As to the third point:

(a) Instruction No. 1 given by the court was perhaps erroneous, but the only objection made to it was that it contained quotations from the second defense of the answer upon which no evidence had been offered and which were not relied on at the trial. The substance of the matter quoted was that the damage to the plaintiff’s land was caused by high water in the river, heavy rains and seepage from the Putnam ditch. It was improper to plead the matter quoted because it was merely evidential, tending to show that the damage to plaintiff’s land was not due to percolation or seepage from defendant’s reservoir and so to support defendant’s denials. Payne v. Williams, 62 Colo. 86, 160 Pac. 196; Swanson Theater Co. v.
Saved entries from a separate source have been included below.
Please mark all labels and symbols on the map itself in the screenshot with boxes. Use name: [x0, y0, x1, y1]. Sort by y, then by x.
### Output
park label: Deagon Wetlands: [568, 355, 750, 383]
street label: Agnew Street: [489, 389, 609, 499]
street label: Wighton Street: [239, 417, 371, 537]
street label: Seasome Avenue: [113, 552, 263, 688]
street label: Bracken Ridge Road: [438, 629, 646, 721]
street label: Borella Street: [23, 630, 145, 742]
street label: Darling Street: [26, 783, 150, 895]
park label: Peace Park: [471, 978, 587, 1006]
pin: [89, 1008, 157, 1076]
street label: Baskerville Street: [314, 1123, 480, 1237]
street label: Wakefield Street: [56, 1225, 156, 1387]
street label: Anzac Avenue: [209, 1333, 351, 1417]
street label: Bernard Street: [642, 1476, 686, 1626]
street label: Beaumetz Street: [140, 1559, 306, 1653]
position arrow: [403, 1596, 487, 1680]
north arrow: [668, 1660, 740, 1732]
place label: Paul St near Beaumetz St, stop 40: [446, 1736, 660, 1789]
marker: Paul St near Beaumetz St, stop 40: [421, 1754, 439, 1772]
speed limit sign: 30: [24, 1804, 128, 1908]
Pueblo Co., 70 Colo. 83, 86, 197 Pac. 762, and cases there cited. But we cannot say that the quotation of it was certainly prejudicial and cannot presume it to be so. We do not *96agree that by merely quoting the answer the court restricted the consideration of the jury to the matters comprised in the quotation. Indeed the court in the same instruction, in addition to the matter complained of, stated the denials on which the defendant relies.

We cannot consider the other objections now made to instruction No. 1, because they were not made to the court below. Rule 7.
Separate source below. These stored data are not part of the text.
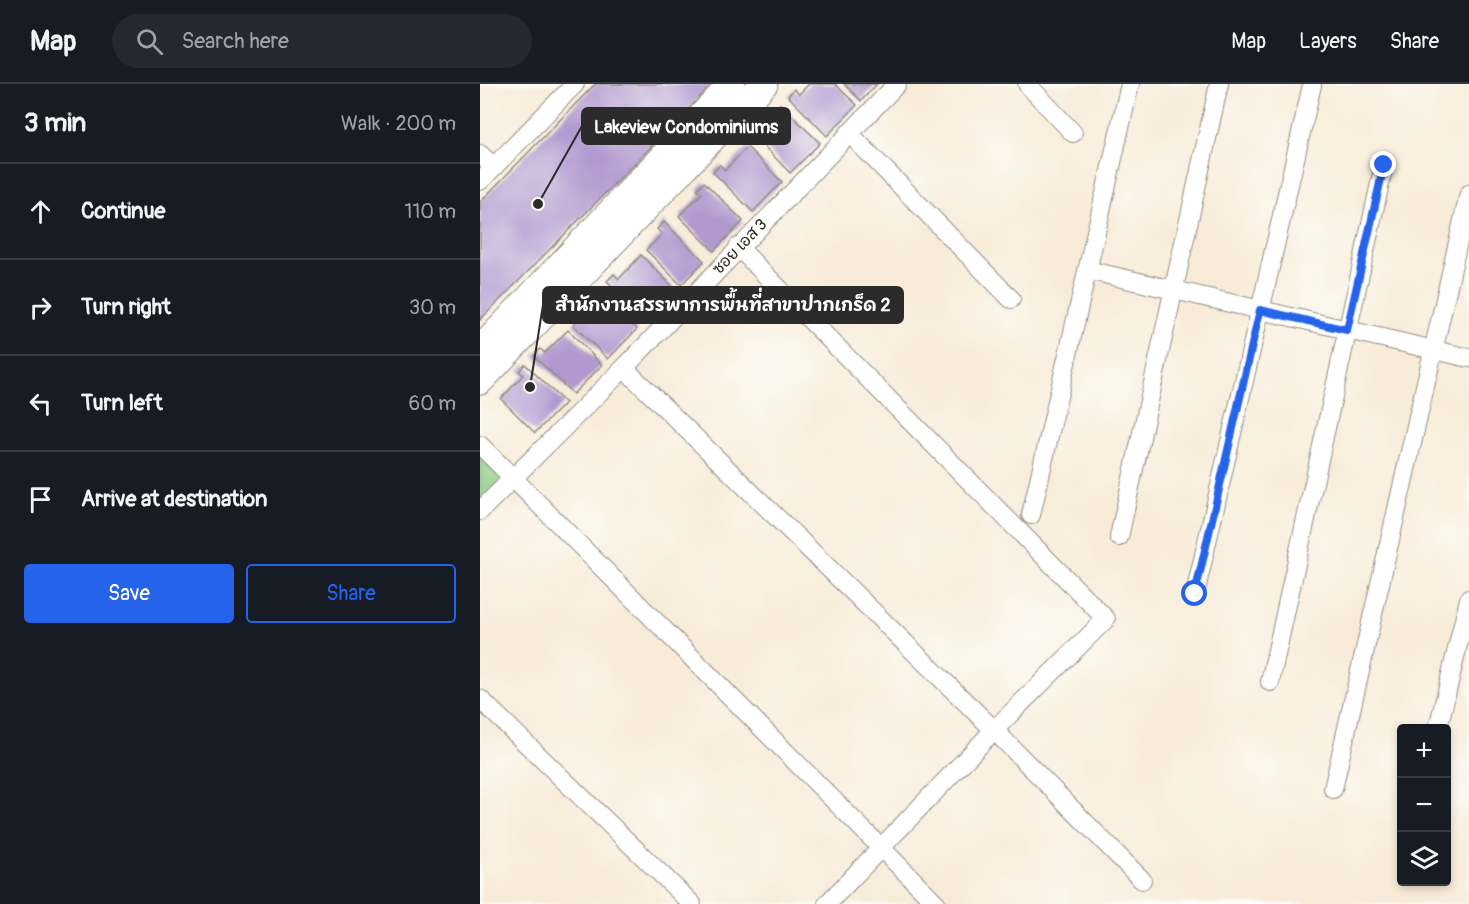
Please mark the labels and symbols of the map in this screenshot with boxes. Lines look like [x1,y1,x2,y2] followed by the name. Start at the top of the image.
[582,108,790,144] callout: Lakeview Condominiums
[594,116,779,139] text: Lakeview Condominiums
[1370,151,1396,177] route end
[708,215,771,279] street label: ซอย เอส 3
[543,287,903,323] callout: สำนักงานสรรพาการพื้นที่สาขาปากเกร็ด 2
[555,287,891,317] text: สำนักงานสรรพาการพื้นที่สาขาปากเกร็ด 2
[1181,580,1207,606] route start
(b) The defendant introduced evidence tending to show that plaintiff’s land could be drained and the damage averted, and plaintiff sought to introduce evidence to rebut it; then the court of its own motion refused to permit the rebuttal, stating that the defendant’s evidence on that point would be “instructed out” and thereupon, on motion of plaintiff, struck out the said evidence of defendant. The defendant’s counsel did not object or except to this order, indeed took no part in the colloquy between the court and plaintiff’s counsel on the point, but when the court gave instruction No. 3, as follows:

“All evidence introduced for the purpose of showing the feasibility of construction of a drainage system for the drainage of plaintiff’s land is stricken out and should not be considered by the jury,” defendant objected and excepted.

The order and instruction were erroneous. Such evidence was cogent and weighty upon the question of the amount of damages. The damage claimed was $20,000. Suppose it could, be proved that although the land water-soaked was worth $20,000 less than when dry yet for $1,000 its value could be restored by drainage? The question answers itself. 17 C. J., 1038, and cases cited; Mustang Reservoir Co. v. Hissman, 49 Colo. 308, 310-11, 112 Pac. 800; Colorado Springs Co. v. Albrecht, 22 Colo. App. 201, 123 Pac. 957; Hanrahan v. Baltimore, 114 Md. 517, 80 Atl. 312.

The court ordered the evidence stricken and gave the instruction on the ground that the feasibility of drainage had not been pleaded; but the evidence went to negative *97the amount of damages (31 Cyc. 210, note 93), was not in confession and avoidance, it would have been improper to plead it because it was mere evidence (Swanson Theater Co. v. Pueblo Co., supra), and it was competent in support of the denials. Payne v. Williams, supra.

The serious question here is whether the defendant is barred from objecting to the instruction by his failure to object or except, to the order striking out his evidence. We think he is, because, by reason of the stand taken by the court at the time of the order, plaintiff was prevented from rebutting and the defendant by failing to object or except impliedly consented to the order. To allow him to practically reinstate such evidence (which would have the effect of sustaining his objection to the instruction in question) would prevent rebuttal and be unjust.

(c) Defendant objected to instruction No. 13 on the ground that it assumed that 267.4 acres was the exact amount of land damaged, whereas the amount was in issue, We do not so construe the instruction. Under it the jury might well find that any amount of land less than 267.4 was damaged.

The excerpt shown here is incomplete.